To take that sample, then blend it seamlessly with a completely different arrangement of one of their own songs, then to make it fit, seamlessly, on a collection of covers… I thought it was ingenious. I had heard Laura Palmer previously but not for a little while, so I was still going “I know that bit from somewhere” and it took me a while to realise that it was their own song.

And it’s no detraction at all by the way that Falling is not so much of a cover. If anything, the whole project – which is free to download by the way – is an exemplary advert for Bastille’s other recordings, so ending it on Laura Palmer is the perfect segue for someone like me to start exploring the band’s original material.
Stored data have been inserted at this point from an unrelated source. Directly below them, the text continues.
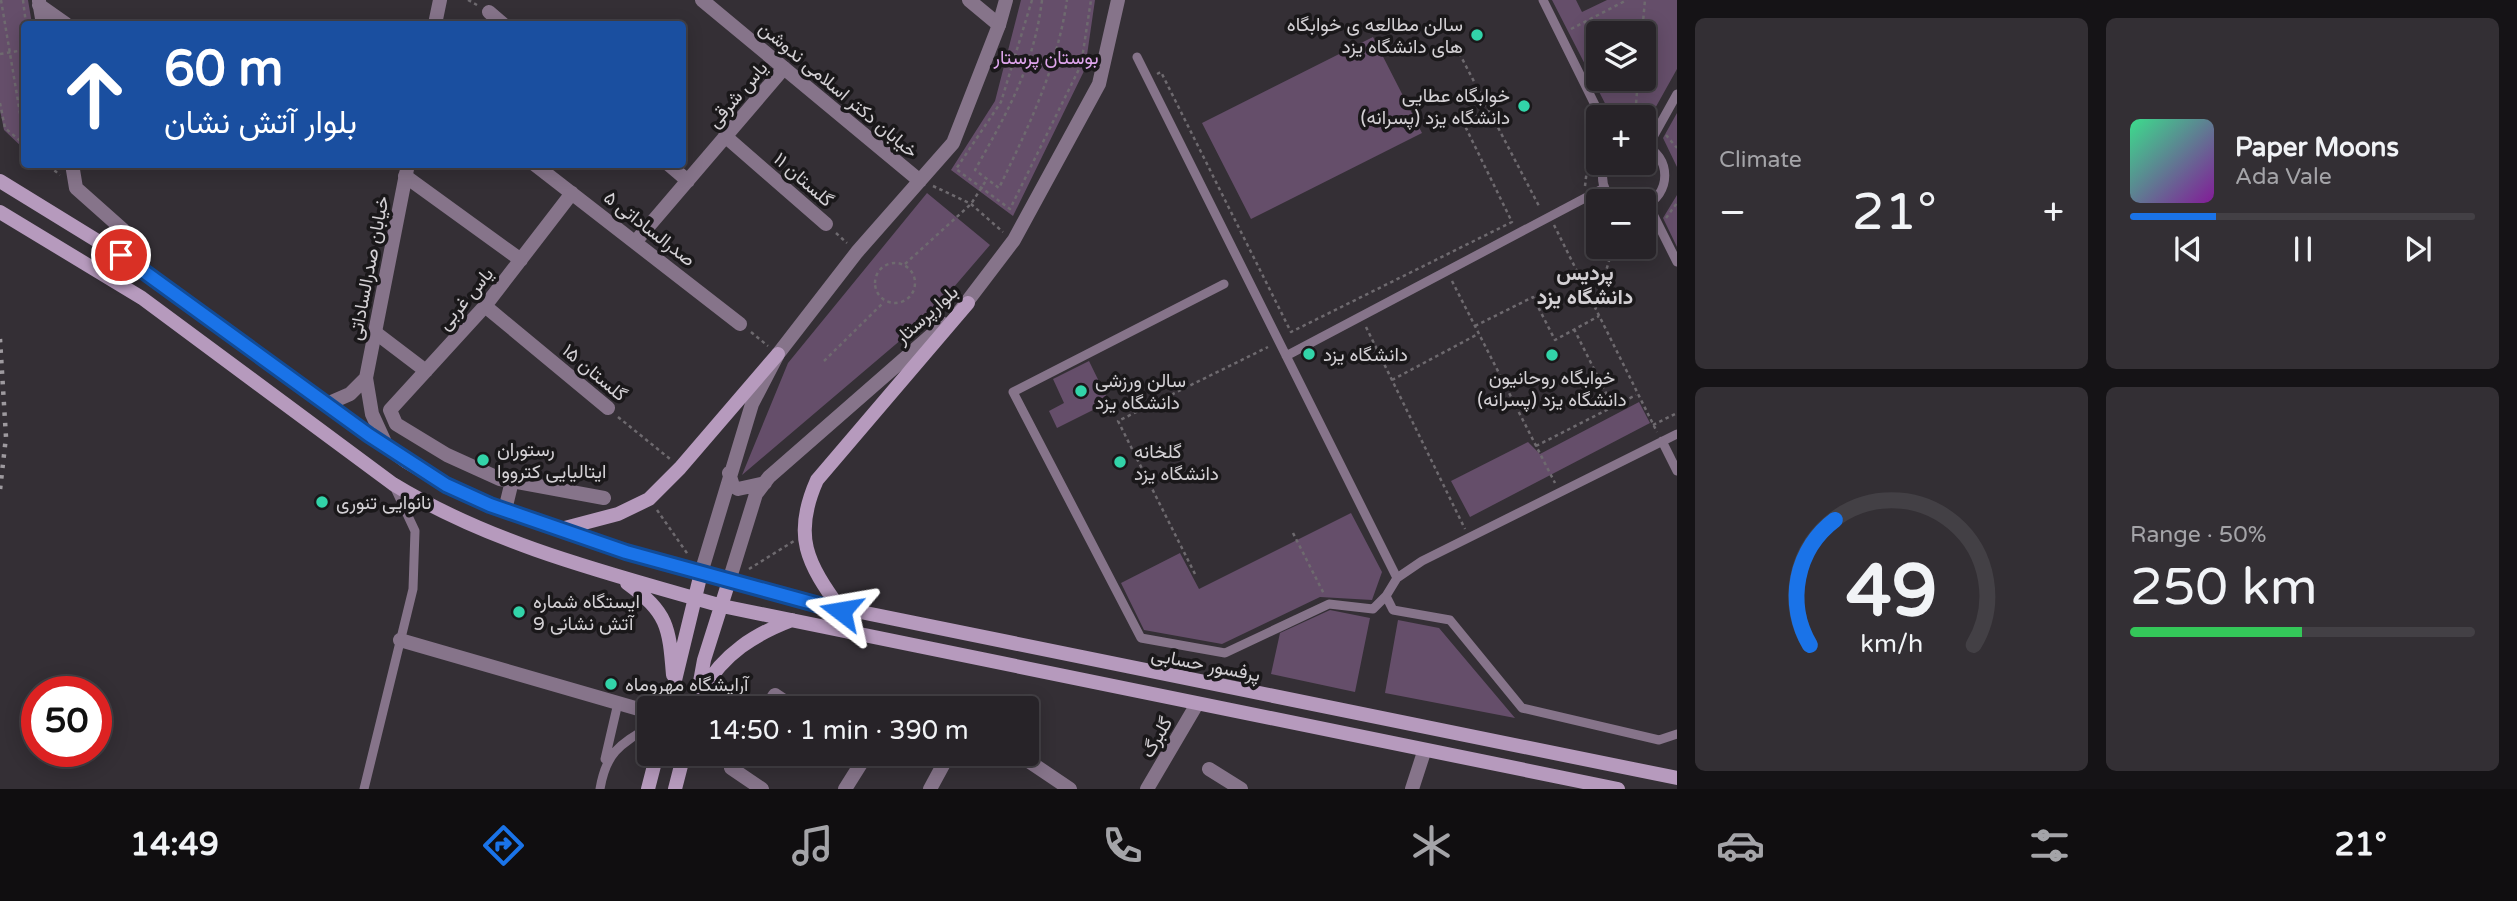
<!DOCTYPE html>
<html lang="en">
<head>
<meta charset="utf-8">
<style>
  :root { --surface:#272328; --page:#332f34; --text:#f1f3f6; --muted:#a4a4a8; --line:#434045; --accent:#1a73e8 }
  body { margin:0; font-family:"Varela Round",Vazirmatn,sans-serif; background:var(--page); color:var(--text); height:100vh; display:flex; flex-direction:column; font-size:26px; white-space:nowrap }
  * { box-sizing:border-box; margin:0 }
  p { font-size:23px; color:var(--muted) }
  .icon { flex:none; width:38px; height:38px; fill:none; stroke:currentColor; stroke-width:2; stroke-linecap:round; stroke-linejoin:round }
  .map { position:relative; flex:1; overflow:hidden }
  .side { display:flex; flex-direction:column; gap:18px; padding:18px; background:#151316; width:840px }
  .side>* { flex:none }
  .hud { position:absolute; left:21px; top:21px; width:665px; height:147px; border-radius:7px; box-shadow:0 4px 18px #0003,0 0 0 2px var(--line); background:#1a4fa0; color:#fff; overflow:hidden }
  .buttons { position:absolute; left:1586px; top:21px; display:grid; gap:14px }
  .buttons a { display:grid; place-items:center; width:70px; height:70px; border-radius:7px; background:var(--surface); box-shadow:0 4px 18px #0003,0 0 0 2px var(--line); font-size:35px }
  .speed { position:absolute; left:21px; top:676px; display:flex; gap:14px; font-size:35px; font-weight:700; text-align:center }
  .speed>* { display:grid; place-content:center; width:91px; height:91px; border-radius:50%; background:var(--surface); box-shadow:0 4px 18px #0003,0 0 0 2px var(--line); line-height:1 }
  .speed .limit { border:10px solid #d22; background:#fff; color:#111 }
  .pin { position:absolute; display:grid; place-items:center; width:60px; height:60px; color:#fff; margin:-30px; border:4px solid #fff; border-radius:50%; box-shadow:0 2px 7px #0007 }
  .me { position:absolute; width:77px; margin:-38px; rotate:284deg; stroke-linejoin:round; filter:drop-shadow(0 0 5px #0008) }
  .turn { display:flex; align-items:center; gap:24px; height:147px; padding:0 28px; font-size:32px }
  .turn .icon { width:91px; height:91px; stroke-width:2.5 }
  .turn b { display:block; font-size:49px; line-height:60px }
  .big { font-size:52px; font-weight:600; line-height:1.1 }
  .side .tile { flex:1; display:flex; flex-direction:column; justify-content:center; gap:10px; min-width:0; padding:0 24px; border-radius:10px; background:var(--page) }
  .side .dial { align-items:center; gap:0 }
  .dial svg { height:182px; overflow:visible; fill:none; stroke:var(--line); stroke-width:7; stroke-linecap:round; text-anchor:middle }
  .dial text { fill:var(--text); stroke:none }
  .song { display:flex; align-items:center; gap:21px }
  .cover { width:84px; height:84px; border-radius:10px; background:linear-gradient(135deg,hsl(150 70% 55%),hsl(290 70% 35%)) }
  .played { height:7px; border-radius:4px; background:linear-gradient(90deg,var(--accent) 25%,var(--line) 25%) }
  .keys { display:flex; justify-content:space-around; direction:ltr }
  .heat { display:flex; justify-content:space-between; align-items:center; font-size:38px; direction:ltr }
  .charge { height:10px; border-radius:5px; background:linear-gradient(90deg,#34c759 50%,var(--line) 0) }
  .side .tiles { flex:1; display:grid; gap:18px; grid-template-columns:repeat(2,1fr) }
  .trip { position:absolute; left:637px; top:696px; width:402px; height:70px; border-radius:7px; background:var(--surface); box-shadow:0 4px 18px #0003,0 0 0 2px var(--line); font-weight:600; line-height:70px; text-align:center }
  .dock { display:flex; height:112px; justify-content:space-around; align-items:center; background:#100e10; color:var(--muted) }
  .dock .icon { width:49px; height:49px }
  .dock .on { color:var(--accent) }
  .dock b { font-size:32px; color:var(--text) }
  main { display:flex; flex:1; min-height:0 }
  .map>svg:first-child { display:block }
  .green { fill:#654e6a; fill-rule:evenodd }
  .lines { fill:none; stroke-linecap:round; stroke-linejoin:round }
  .path { stroke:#6e6a6f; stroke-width:2.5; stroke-dasharray:3.5 3.5; stroke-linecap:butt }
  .service { stroke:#86748a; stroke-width:9 }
  .minor { stroke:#86748a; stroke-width:14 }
  .tertiary { stroke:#86748a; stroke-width:14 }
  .secondary { stroke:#b69abd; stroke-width:14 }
  .rail { stroke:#9e9a9f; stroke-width:4.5; stroke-dasharray:3.5 7; stroke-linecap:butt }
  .route-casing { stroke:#114b97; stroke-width:18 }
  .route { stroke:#1a73e8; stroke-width:12 }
  .poi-dot { fill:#32d4a9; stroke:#1a181a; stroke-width:2.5 }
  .labels { text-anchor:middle; stroke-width:7; stroke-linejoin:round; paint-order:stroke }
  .poi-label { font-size:19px; fill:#d4d1d5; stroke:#1a181a; text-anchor:start }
  .park-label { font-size:19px; fill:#dfa5ed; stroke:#1a181a }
  .street-label { font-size:19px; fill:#d4d1d5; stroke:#1a181a }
  .neighbourhood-label { font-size:21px; font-weight:bold; fill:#d4d1d5; stroke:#1a181a }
</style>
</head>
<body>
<main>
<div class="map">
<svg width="1677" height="789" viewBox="0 0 1677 789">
  <rect width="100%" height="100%" fill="#342f35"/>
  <path class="green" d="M0,0h28l4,24h-8v125l-20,-19 -4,-20z
    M1021,0h74l-10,69 -72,147 -62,-46 44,-69z
    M1552,0h24l6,12 25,-12h70v69l-34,61v-13h-31zM1598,33h45v46h-45z
    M1373,37l49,96 -171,86 -49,-96z
    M1677,113v54l-14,-29z
    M927,193l63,52 -61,71 -187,159 46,-112z
    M1677,195v52l-14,-29z
    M1089,361l20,41 -52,26 -8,-17 15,-8 -11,-24z
    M1639,402l11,21 -180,94 -19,-36 77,-39 12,12z
    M1351,513l31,59 -10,28 -52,-3 -98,47 -78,-14 -23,-47 59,-30 19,36z
    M1330,610l40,8 -15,74 -84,-18 9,-41z
    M1398,620l41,8 76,90 -130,-25z"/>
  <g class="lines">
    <path class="path" d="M1,0l23,137
      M23,0l3,24
      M468,0l9,5
      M1032,0l-31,102 -45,67 54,40 71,-144 10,-65
      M1042,0c-8,66 -35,113 -67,170l24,18c30,-62 58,-120 68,-188
      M1571,29l56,-29
      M1642,33l3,-33
      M1456,47l84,161
      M0,54l24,-4
      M1157,74l4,-2 130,260 221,-110 -48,-98 24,-15
      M0,103l5,25 19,16
      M1635,117l3,-38
      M1666,135l11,13
      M49,166l11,9
      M933,186l38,18 32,28
      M1585,186l2,-17 11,-26
      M1666,218l11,-15
      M1554,225l103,207
      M836,233l11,10
      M875 283a20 20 0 1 1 40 0a20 20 0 1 1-40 0Z
      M905,264l66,-60 16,-25
      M1452,281l103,202
      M1595,309l18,-62
      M1475,326l58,-29 22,43 44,-24
      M1366,327l99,202
      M1574,329l39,78
      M751,332l17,14
      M824,361l60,-59
      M1392,380l86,-46
      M618,417l52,42
      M1653,425l24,-12
      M1536,446l100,-51
      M657,510l32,46
      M1293,533l31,61
      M749,569l45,-28
      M1195,574l-77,-153 150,-74"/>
    <path class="service" d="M1543,0l58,117
      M1137,57l260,521
      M1643,145c29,10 29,51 0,61
      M1648,146l29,-52
      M1605,163c-5,15 -3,28 10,38
      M1648,204l29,58
      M1224,284l-211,108 128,246 84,15 104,-49 44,5 13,-13
      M1286,356l318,-168
      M1677,434l-255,127 -25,17 -11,18 7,14 57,10 72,88 137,32 18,-6
      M1662,441l15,30
      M697,700l14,9
      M605,759l13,-56
      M364,789l49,-200 2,-58 -21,-45
      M600,789c6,-36 19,-44 49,-62"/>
    <path class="minor" d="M969,0l30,25
      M39,1l4,23
      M39,5l27,19
      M489,12l14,12
      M725,136l101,88
      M72,164l4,24 63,56
      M534,164l206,160
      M668,164l20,17
      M405,176l116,84
      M572,193l-87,113 -95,104 6,14 51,31 53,24 104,19
      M636,241l148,-173
      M485,306l123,102
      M376,333l50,38
      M505,510l7,-29
      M400,640l249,72
      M766,709l9,-14 21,14
      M739,754l-8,14 31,21
      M1018,754l52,35
      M1209,769l32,20
      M845,789l22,-35
      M930,789l19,-35
      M1147,789l50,-85"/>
    <path class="tertiary" d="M702,0l218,181
      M435,24l5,-24
      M960,311l54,-71 85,-156 19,-84
      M327,404l23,-10 16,-16
      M388,449l-16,-35 -6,-36 42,-214
      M729,473l4,13 5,3 27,-6
      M701,573l51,-169 26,-50 79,-102 96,-109 46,-118 7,-25
      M729,581l27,-87 13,-17 175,-153
      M1412,789l12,-37"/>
    <path class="secondary" d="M0,181l135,83 272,198 39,23 44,20 136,47 156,44 895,182
      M0,212l142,86 251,186c100,61 217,90 329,122l896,183
      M561,529l57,-15 31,-15 31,-31 98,-114
      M627,583c41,30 42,43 46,92
      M841,610c-34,-47 -49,-74 -24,-130l151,-177
      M703,690c20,-36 52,-56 89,-70
      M668,709l33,-136
      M695,709l9,-49 25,-79
      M648,789l9,-35
      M675,789l9,-35"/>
    <path class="rail" d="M0,339l6,98 -6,53"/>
  </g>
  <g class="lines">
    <g class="route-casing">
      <path id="route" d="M121,255l248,180 77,50 44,20 136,47 215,59"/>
    </g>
    <use href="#route" class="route"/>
  </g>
  <g class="poi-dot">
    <circle cx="1477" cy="35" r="7"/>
    <circle cx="1524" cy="106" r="7"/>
    <circle cx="1309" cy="354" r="7"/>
    <circle cx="1552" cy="355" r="7"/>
    <circle cx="1081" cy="391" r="7"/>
    <circle cx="483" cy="460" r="7"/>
    <circle cx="1120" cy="462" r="7"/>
    <circle cx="322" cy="502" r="7"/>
    <circle cx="519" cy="612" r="7"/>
    <circle cx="611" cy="684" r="7"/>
  </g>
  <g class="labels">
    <g class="poi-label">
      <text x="1463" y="31" text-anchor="end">سالن مطالعه ی خوابگاه<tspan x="1463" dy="22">های دانشگاه یزد</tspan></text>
      <text x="1510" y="102" text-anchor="end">خوابگاه عطایی<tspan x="1510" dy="22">(پسرانه) دانشگاه یزد</tspan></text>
      <text x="1323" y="361">دانشگاه یزد</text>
      <text x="1552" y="384" text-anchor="middle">خوابگاه روحانیون<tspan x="1552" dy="22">(پسرانه) دانشگاه یزد</tspan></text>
      <text x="1095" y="387">سالن ورزشی<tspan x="1095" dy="22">دانشگاه یزد</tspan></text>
      <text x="497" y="456">رستوران<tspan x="497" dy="22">ایتالیایی کترووا</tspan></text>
      <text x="1134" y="458">گلخانه<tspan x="1134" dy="22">دانشگاه یزد</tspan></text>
      <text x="336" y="509">نانوایی تنوری</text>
      <text x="533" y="608">ایستگاه شماره<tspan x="533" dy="22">9 آتش نشانی</tspan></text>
      <text x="625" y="691">آرایشگاه مهروماه</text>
    </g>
    <g class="park-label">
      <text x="1046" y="64">بوستان پرستار</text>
    </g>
    <g class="street-label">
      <text transform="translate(839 89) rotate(40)" y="7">خيابان دکتر اسلامی ندوشن</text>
      <text transform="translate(737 94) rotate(-49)" y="7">یاس شرقی</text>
      <text transform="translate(804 179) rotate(41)" y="7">گلستان ۱۱</text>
      <text transform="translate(650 228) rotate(38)" y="7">صدرالساداتی ۵</text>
      <text transform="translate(368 268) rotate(-79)" y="7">خیابان صدرالساداتی</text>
      <text transform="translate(465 298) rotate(-50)" y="7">یاس غربی</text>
      <text transform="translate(926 314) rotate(-42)" y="7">بلوارپرستار</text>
      <text transform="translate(595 372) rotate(40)" y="7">گلستان ۱۵</text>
      <text transform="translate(1206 664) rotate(11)" y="7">پرفسور حسابی</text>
      <text transform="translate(1156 737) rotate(-60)" y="7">گلبرگ</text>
    </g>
    <g class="neighbourhood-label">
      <text x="1585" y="280">پردیس<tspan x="1585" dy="24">دانشگاه یزد</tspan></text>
    </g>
  </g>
</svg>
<div class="buttons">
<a><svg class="icon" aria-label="layers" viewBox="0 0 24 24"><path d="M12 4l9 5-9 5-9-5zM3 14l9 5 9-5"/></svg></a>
<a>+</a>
<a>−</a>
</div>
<div class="speed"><div class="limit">50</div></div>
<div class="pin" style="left:121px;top:255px;background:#d93025"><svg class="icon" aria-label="arrive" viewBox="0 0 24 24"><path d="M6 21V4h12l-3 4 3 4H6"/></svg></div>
<svg class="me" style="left:841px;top:611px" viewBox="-20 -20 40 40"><path d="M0-17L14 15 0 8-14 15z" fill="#1a73e8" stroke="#fff" stroke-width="4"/></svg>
<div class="trip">14:50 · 1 min · 390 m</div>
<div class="hud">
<div class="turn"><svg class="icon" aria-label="ahead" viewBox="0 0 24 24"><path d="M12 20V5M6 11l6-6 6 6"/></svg><div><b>60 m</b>بلوار آتش نشان</div></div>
</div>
</div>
<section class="side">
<div class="tiles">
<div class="tile"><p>Climate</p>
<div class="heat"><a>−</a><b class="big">21°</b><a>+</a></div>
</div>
<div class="tile">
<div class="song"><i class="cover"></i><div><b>Paper Moons</b><p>Ada Vale</p></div></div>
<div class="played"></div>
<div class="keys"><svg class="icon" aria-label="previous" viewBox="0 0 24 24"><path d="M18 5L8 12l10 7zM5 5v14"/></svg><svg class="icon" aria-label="pause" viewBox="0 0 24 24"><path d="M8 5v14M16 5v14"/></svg><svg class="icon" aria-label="next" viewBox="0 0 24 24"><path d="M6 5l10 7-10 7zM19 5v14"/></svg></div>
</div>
<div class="tile dial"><svg viewBox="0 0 100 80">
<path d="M14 69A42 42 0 1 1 86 69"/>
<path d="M14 69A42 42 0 0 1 25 14" stroke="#1a73e8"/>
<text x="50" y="56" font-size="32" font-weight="700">49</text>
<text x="50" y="72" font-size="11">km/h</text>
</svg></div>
<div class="tile"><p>Range · 50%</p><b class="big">250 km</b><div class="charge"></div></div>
</div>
</section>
</main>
<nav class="dock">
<b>14:49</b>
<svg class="icon on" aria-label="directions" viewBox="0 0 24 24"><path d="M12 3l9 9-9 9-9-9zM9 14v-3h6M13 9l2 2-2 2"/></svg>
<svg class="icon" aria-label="music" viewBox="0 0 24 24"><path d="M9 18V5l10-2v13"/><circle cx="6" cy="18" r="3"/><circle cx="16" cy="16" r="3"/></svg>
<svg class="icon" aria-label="phone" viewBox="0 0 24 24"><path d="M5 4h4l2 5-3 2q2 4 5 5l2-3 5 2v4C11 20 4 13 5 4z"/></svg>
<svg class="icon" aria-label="climate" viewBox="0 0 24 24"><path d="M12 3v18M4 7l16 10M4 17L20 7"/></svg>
<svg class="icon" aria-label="car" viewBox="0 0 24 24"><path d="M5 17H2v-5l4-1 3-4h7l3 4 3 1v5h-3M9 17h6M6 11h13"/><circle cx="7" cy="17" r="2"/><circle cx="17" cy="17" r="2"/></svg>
<svg class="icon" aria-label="filters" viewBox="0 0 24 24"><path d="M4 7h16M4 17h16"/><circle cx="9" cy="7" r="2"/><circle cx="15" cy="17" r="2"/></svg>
<b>21°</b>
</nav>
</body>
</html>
Other People’s Heartache is short and sweet, I love the name of the project, and I love that it is all about Bastille at the end of the day. It serves as the perfect introductory to their music. All the covers are done tastefully and have one thing in common – they all sound like the same fresh, new, retro-inspired band. Will I be on the lookout for Bastille’s original material now? Yes, absolutely.

And you know, maybe this is a trend – the ‘mixtape album’. It was a cult sort-of-covers album that broke Frank Ocean into the mainstream. Maybe Other People’s Heartache will expose Bastille in a similar way.